Stored data entries:
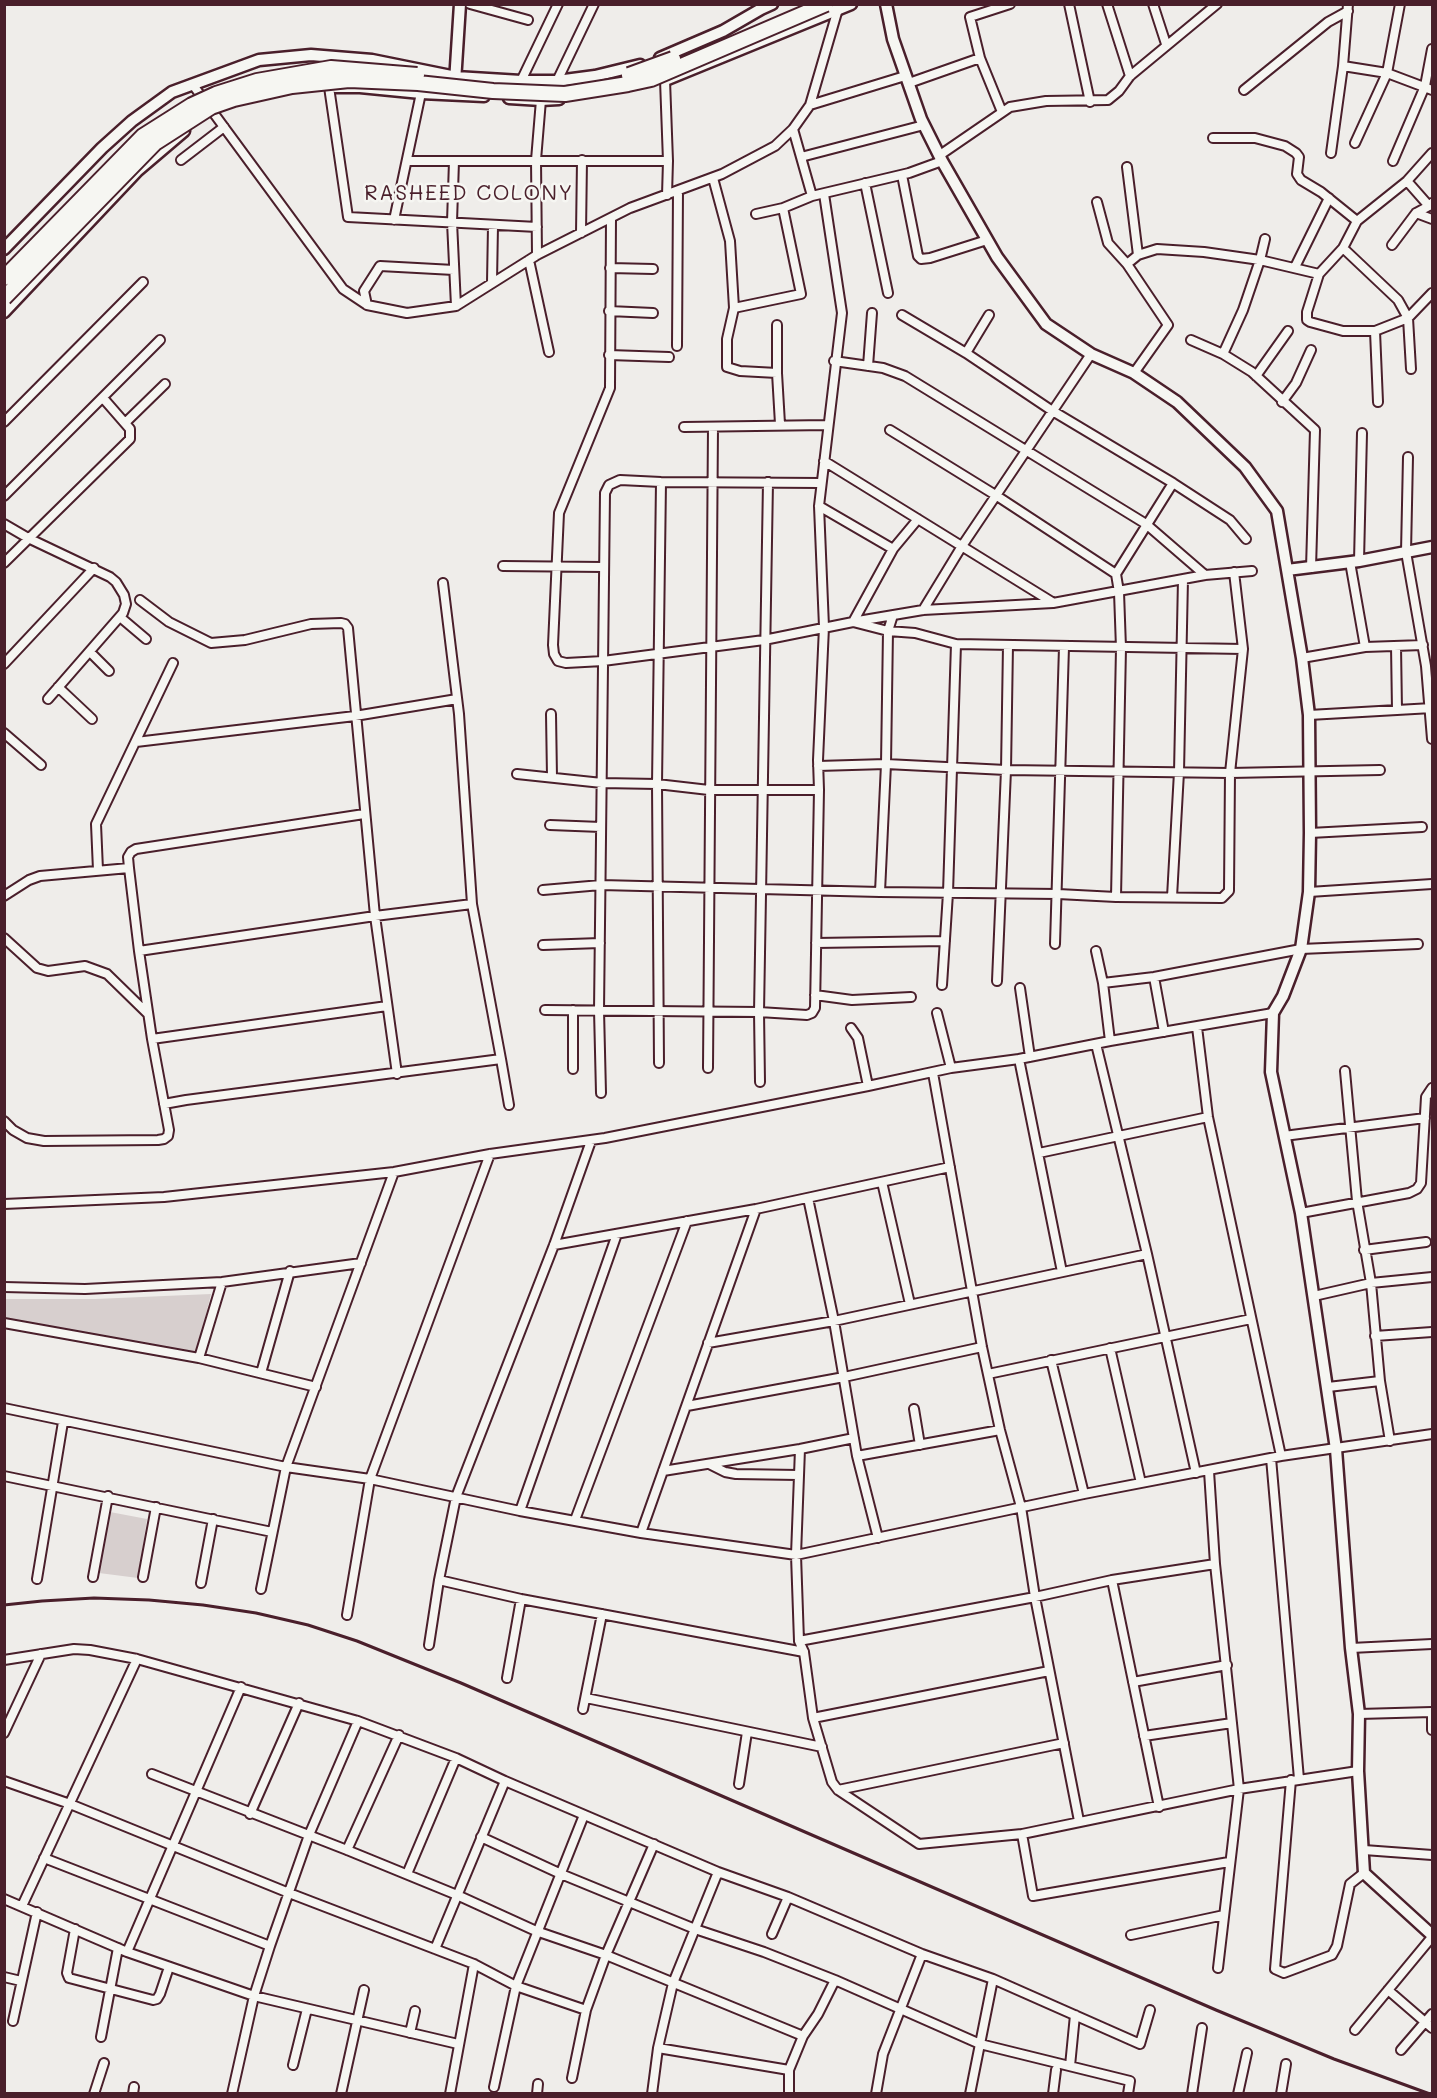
<!DOCTYPE html>
<html>
<head>
<meta charset="utf-8">
<style>
	body { margin:0 }
	#map { position:relative; width:1437px; height:2098px; overflow:hidden; background:#efedea; font-family:Mali,sans-serif }
	canvas { display:block }
	.frame { position:absolute; inset:0; border:6px solid #4a1f2b; pointer-events:none }
</style>
</head>
<body>
<div id="map">
<canvas width="1437" height="2098"></canvas>
<div class="frame"></div>
</div>
<script>
const ctx = document.querySelector('canvas').getContext('2d');
ctx.lineJoin = 'round';
function fill(path, color) { ctx.fillStyle = color; ctx.fill(path, 'evenodd'); }
const toPath = rows => new Path2D(rows.map(r => 'M' + r).join(''));
function stroke(path, color, width, dash) { ctx.strokeStyle = color; ctx.lineWidth = width; ctx.lineCap = dash ? 'butt' : 'round'; ctx.setLineDash(dash || []); ctx.stroke(path); }
function write(font, color, halo, rows, align = 'center') {
  ctx.font = font + ' Mali,sans-serif'; ctx.lineWidth = 5; ctx.setLineDash([]); ctx.textBaseline = 'middle'; ctx.strokeStyle = halo; ctx.fillStyle = color; for (const [text, x, y, turn = 0] of rows) {
    ctx.save(); ctx.translate(x, y); ctx.rotate((+turn || 0) * Math.PI / 180); ctx.textAlign = isNaN(turn) ? turn : align; if (halo) ctx.strokeText(text, 0, 0); ctx.fillText(text, 0, 0); ctx.restore();
  }
}
fill(toPath([
	[211,1294,195,1360,5,1322,5,1299,95,1299],
	[110,1512,147,1519,138,1578,99,1573]
]), '#d7cfce');
const street = toPath([
	[470,4,528,20],
	[1069,4,1090,102],
	[1107,4,1130,76],
	[1153,4,1166,44],
	[1343,66,1387,73,1432,90],
	[665,80,668,161],
	[521,81,558,4],
	[557,81,594,4],
	[909,83,980,58],
	[193,85,343,289,367,305,407,313,456,306,537,255,630,208,722,174,775,146,793,129,810,105,838,9],
	[329,87,348,217,537,227],
	[1244,90,1328,22,1348,11],
	[810,105,905,76],
	[1002,112,980,58,970,17,1010,4],
	[793,129,812,196],
	[1213,138,1255,138,1285,146,1296,153,1299,157,1297,174,1301,180,1321,192,1357,221],
	[1355,143,1387,73,1400,4],
	[1331,153,1343,66,1348,4],
	[1432,153,1407,181,1357,221,1343,248,1319,274,1307,312,1307,320,1310,322,1343,331,1375,331,1408,318,1432,293],
	[940,155,1010,107,1046,101,1108,100,1119,91,1130,76,1217,4],
	[801,157,924,125],
	[181,160,224,127],
	[407,161,668,161,667,195],
	[454,161,452,222,456,306],
	[1393,161,1425,86,1432,49],
	[902,175,918,256,921,259,930,258,987,240],
	[713,178,730,241,734,308,727,339,727,367,740,371,777,373,780,424],
	[1407,181,1429,206,1432,203],
	[865,183,888,293],
	[1097,202,1108,243,1127,264,1168,325,1134,373],
	[1416,213,1432,219],
	[756,214,783,208,812,196,909,173,942,161],
	[611,218,610,388,559,513,553,645,554,654,558,661,566,663,603,661,764,640,853,622,888,631,915,633,956,644,1243,649],
	[394,220,421,93],
	[581,233,582,160],
	[1392,245,1416,213,1429,206],
	[1343,248,1398,300,1408,318,1411,369],
	[537,255,536,160,541,100],
	[1138,255,1157,249,1204,252,1260,260,1319,274],
	[529,260,549,352],
	[1127,264,1138,255,1127,167],
	[1295,267,1329,198],
	[610,268,653,269],
	[492,282,493,226],
	[367,305,364,291,380,266,454,270],
	[734,308,801,294,783,208],
	[609,311,653,313],
	[902,315,966,353,1051,410,1173,483,1230,520,1246,539],
	[777,325,777,373],
	[1375,331,1378,402],
	[1191,340,1223,354,1252,372,1315,430,1311,568],
	[677,346,678,191],
	[966,353,989,315],
	[1223,354,1243,310,1260,260,1265,239],
	[609,355,669,357],
	[834,361,883,368,905,376,1146,524,1205,575],
	[868,366,872,313],
	[1256,376,1288,331],
	[1282,402,1296,383,1311,350],
	[4,422,143,282],
	[125,423,165,384],
	[684,427,827,425],
	[890,430,997,496,1116,574,1119,592,1121,648,1116,897],
	[1408,457,1406,552,1426,666,1432,739],
	[824,461,1052,602],
	[4,496,160,340],
	[819,506,893,549],
	[4,524,28,538,110,577,116,582,124,595,126,604,123,613,48,699],
	[1359,561,1362,433],
	[1350,562,1365,647],
	[4,563,130,439,130,429,103,398],
	[503,566,603,567],
	[1116,574,1173,483],
	[140,600,169,622,211,643,245,640,311,624,341,623,345,624,348,628,375,916,397,1074],
	[923,610,962,546,1091,354],
	[120,617,146,639],
	[858,621,923,610,1053,603,1205,575,1252,571],
	[853,622,893,549,918,519],
	[1396,646,1397,710],
	[90,652,109,671],
	[1302,658,1365,647,1423,645],
	[4,664,94,568],
	[58,687,92,719],
	[551,714,552,777],
	[1309,715,1432,708],
	[4,733,41,765],
	[136,742,355,716,457,699],
	[818,766,886,764,1006,770,1230,773,1380,770],
	[517,774,602,783,657,784,709,790,819,790],
	[550,825,601,827],
	[1310,833,1422,827],
	[98,870,96,824,173,663],
	[543,890,601,885,880,892,1058,894,1116,897,1222,898,1229,891,1230,773,1243,649,1234,572],
	[880,892,886,764,888,631,893,615],
	[1309,892,1432,884],
	[4,896,29,880,40,876,129,868],
	[1172,897,1179,772,1183,579],
	[4,938,37,968,48,971,85,966,107,974,148,1014],
	[816,943,945,941],
	[1055,944,1064,647],
	[543,945,600,943],
	[139,951,375,916,472,904],
	[1096,951,1103,983,1110,1041],
	[1154,977,1164,1032],
	[997,981,1006,770,1008,645],
	[1103,983,1154,977,1301,949,1418,944],
	[942,985,948,893,956,644],
	[1020,988,1030,1057],
	[815,995,852,1000,911,997],
	[545,1010,759,1012,807,1015,812,1013,815,1008,819,790,818,760,824,627,819,506,842,313,824,194],
	[573,1010,573,1069],
	[937,1013,951,1068],
	[1197,1027,1208,1117,1281,1456],
	[851,1028,858,1038,868,1086],
	[152,1039,387,1006],
	[1096,1044,1147,1254,1196,1473],
	[501,1059,509,1105],
	[1019,1059,1062,1272],
	[659,1063,657,784,661,482],
	[708,1068,713,427],
	[933,1073,982,1347,1000,1430,1021,1507,1035,1597,1079,1821],
	[760,1082,759,1012,768,482],
	[601,1093,599,1010,605,493,609,485,620,480,661,482,821,483],
	[164,1104,186,1100,501,1059,472,904,459,714,443,583],
	[4,1121,13,1130,27,1138,44,1141,158,1140,164,1139,168,1136,169,1130,152,1039,139,951,129,868,128,857,131,852,136,849,364,814],
	[1284,1136,1425,1118],
	[1039,1153,1208,1117],
	[882,1182,910,1304],
	[808,1198,834,1321,857,1456,878,1538],
	[4,1204,164,1197,394,1172,490,1154,605,1138,868,1086,951,1068,1019,1059,1110,1041,1273,1013],
	[1301,1213,1409,1193,1417,1189,1421,1183,1426,1097,1432,1088],
	[554,1245,756,1209,950,1167],
	[1364,1250,1426,1242],
	[4,1287,85,1289,222,1282,361,1263],
	[1314,1296,1371,1283,1432,1277],
	[4,1323,199,1358,316,1387],
	[1375,1336,1432,1332],
	[708,1343,834,1321,1147,1254],
	[1110,1348,1141,1483],
	[199,1358,222,1282],
	[1051,1360,1084,1494],
	[261,1373,290,1271],
	[988,1374,1251,1319],
	[1380,1381,1390,1441],
	[1328,1387,1380,1381,1371,1283,1357,1201,1345,1071],
	[687,1406,844,1377,982,1347],
	[4,1408,286,1467,370,1479,520,1511,641,1533,796,1555,1084,1494,1281,1456,1432,1434],
	[914,1409,920,1445],
	[800,1449,796,1555,799,1641,804,1652,813,1718,832,1782,838,1790,919,1844,1022,1834,1239,1789,1358,1771],
	[857,1456,1000,1430],
	[1271,1458,1299,1779],
	[709,1464,725,1472,736,1474,798,1475],
	[663,1471,800,1449,854,1438],
	[1209,1471,1215,1564,1239,1789,1218,1968],
	[4,1476,272,1532],
	[520,1511,617,1234],
	[575,1520,687,1221],
	[641,1533,756,1209],
	[93,1577,108,1496],
	[143,1577,156,1507],
	[37,1579,63,1422],
	[439,1580,521,1599,804,1652],
	[1112,1580,1159,1807],
	[201,1583,213,1519],
	[261,1589,286,1467,394,1172],
	[347,1615,370,1479,490,1154],
	[799,1641,1035,1597,1112,1580,1215,1564],
	[429,1645,439,1580,456,1497,554,1245,591,1141],
	[1351,1648,1432,1644],
	[4,1660,74,1649,90,1650,137,1659,358,1721,456,1758,505,1781,718,1872,788,1897,922,1954,993,1979,1140,2044,1150,2010],
	[507,1678,521,1599],
	[1133,1682,1227,1665],
	[586,1698,822,1747],
	[583,1709,602,1614],
	[1432,1712,1432,1730],
	[1359,1714,1432,1712],
	[813,1718,1049,1671],
	[4,1733,41,1654],
	[1144,1736,1232,1723],
	[152,1774,347,1850,457,1895,536,1931,606,1955,803,2036],
	[1291,1780,1275,1969,1284,1973,1332,1955,1337,1946,1350,1884,1364,1873],
	[4,1781,70,1804,289,1893,474,1964,516,1986,586,2010],
	[739,1784,747,1732],
	[838,1790,1064,1743],
	[250,1814,299,1703],
	[1022,1834,1033,1896,1229,1862],
	[481,1837,561,1874,695,1929,764,1952,835,1980,980,2044,1130,2081,1128,2094],
	[347,1850,399,1735],
	[1364,1850,1432,1855],
	[44,1858,270,1946],
	[407,1874,456,1758],
	[4,1899,127,1952,241,1687],
	[22,1906,137,1659],
	[75,1929,67,1973,69,1978,153,2000,157,1999,160,1994,169,1967],
	[772,1934,788,1897],
	[1131,1935,1224,1915],
	[435,1949,505,1781],
	[127,1952,254,1996,458,2044],
	[4,1977,21,1981],
	[1388,1990,1432,2028],
	[13,2021,37,1912],
	[1355,2030,1432,1937],
	[410,2033,415,2011],
	[101,2037,118,1948],
	[658,2048,789,2070],
	[1401,2050,1432,2014],
	[293,2065,307,2009],
	[1070,2066,1075,2015],
	[572,2078,586,2010,606,1955,654,1844],
	[494,2087,516,1986,584,1815],
	[94,2094,104,2063],
	[133,2094,134,2087],
	[232,2094,254,1996,270,1946,309,1835,358,1721],
	[341,2094,364,1990],
	[450,2094,474,1964],
	[537,2094,538,2084],
	[652,2094,658,2048,673,1983,718,1872],
	[789,2094,789,2070,803,2036,818,2014,835,1980],
	[876,2094,883,2054,922,1954],
	[970,2094,993,1979],
	[1053,2094,1056,2070],
	[1192,2094,1202,2028],
	[1238,2094,1247,2053],
	[1281,2094,1286,2064]
]);
const secondary = toPath([
	[886,4,893,39,921,119,942,161,997,257,1046,324,1091,354,1134,373,1177,402,1245,467,1277,511,1302,658,1309,715,1310,833,1309,892,1301,949,1283,996,1273,1013,1271,1072,1301,1213,1336,1449,1351,1648,1359,1714,1358,1771,1364,1873,1432,1935],
	[660,58,723,31,761,9,772,4],
	[665,80,851,4],
	[455,82,460,4],
	[335,87,360,87,421,93,484,96],
	[509,98,541,100,559,99],
	[4,249,102,148,132,121,172,92,259,60,311,55,372,60,456,77,521,81,557,81,595,76,640,65],
	[4,312,137,171,184,131],
	[1287,570,1359,561,1432,547]
]);
stroke(street, '#4a1f2b', 12);
stroke(secondary, '#4a1f2b', 15);
stroke(street, '#f6f6f2', 8);
stroke(secondary, '#f6f6f2', 10);
stroke(toPath([
	[4,1605,42,1601,94,1598,149,1600,203,1605,256,1613,308,1625,357,1641,461,1683,1216,2010,1334,2059,1430,2094]
]), '#4a1f2b', 3);
const highwayBridge = toPath([
	[629,75,673,59],
	[4,278,143,136,192,105,216,94,257,81,331,68,417,75],
	[4,298,155,143,211,107,234,99,292,86,349,80,418,83,493,91,565,94,628,84,651,79,826,4]
]);
stroke(highwayBridge, '#4a1f2b', 18, []);
stroke(highwayBridge, '#f6f6f2', 14);
ctx.letterSpacing = '1.5px';
write('21px', '#4a1f2b', '#f6f6f2', [
	["RASHEED COLONY",469,194]
]);
ctx.letterSpacing = '0px';
</script>
</body>
</html>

--- What the task requires ---
Your answer should be all lines from the data that contain "halo".

--- Completed exercise ---
function write(font, color, halo, rows, align = 'center') {
  ctx.font = font + ' Mali,sans-serif'; ctx.lineWidth = 5; ctx.setLineDash([]); ctx.textBaseline = 'middle'; ctx.strokeStyle = halo; ctx.fillStyle = color; for (const [text, x, y, turn = 0] of rows) {
    ctx.save(); ctx.translate(x, y); ctx.rotate((+turn || 0) * Math.PI / 180); ctx.textAlign = isNaN(turn) ? turn : align; if (halo) ctx.strokeText(text, 0, 0); ctx.fillText(text, 0, 0); ctx.restore();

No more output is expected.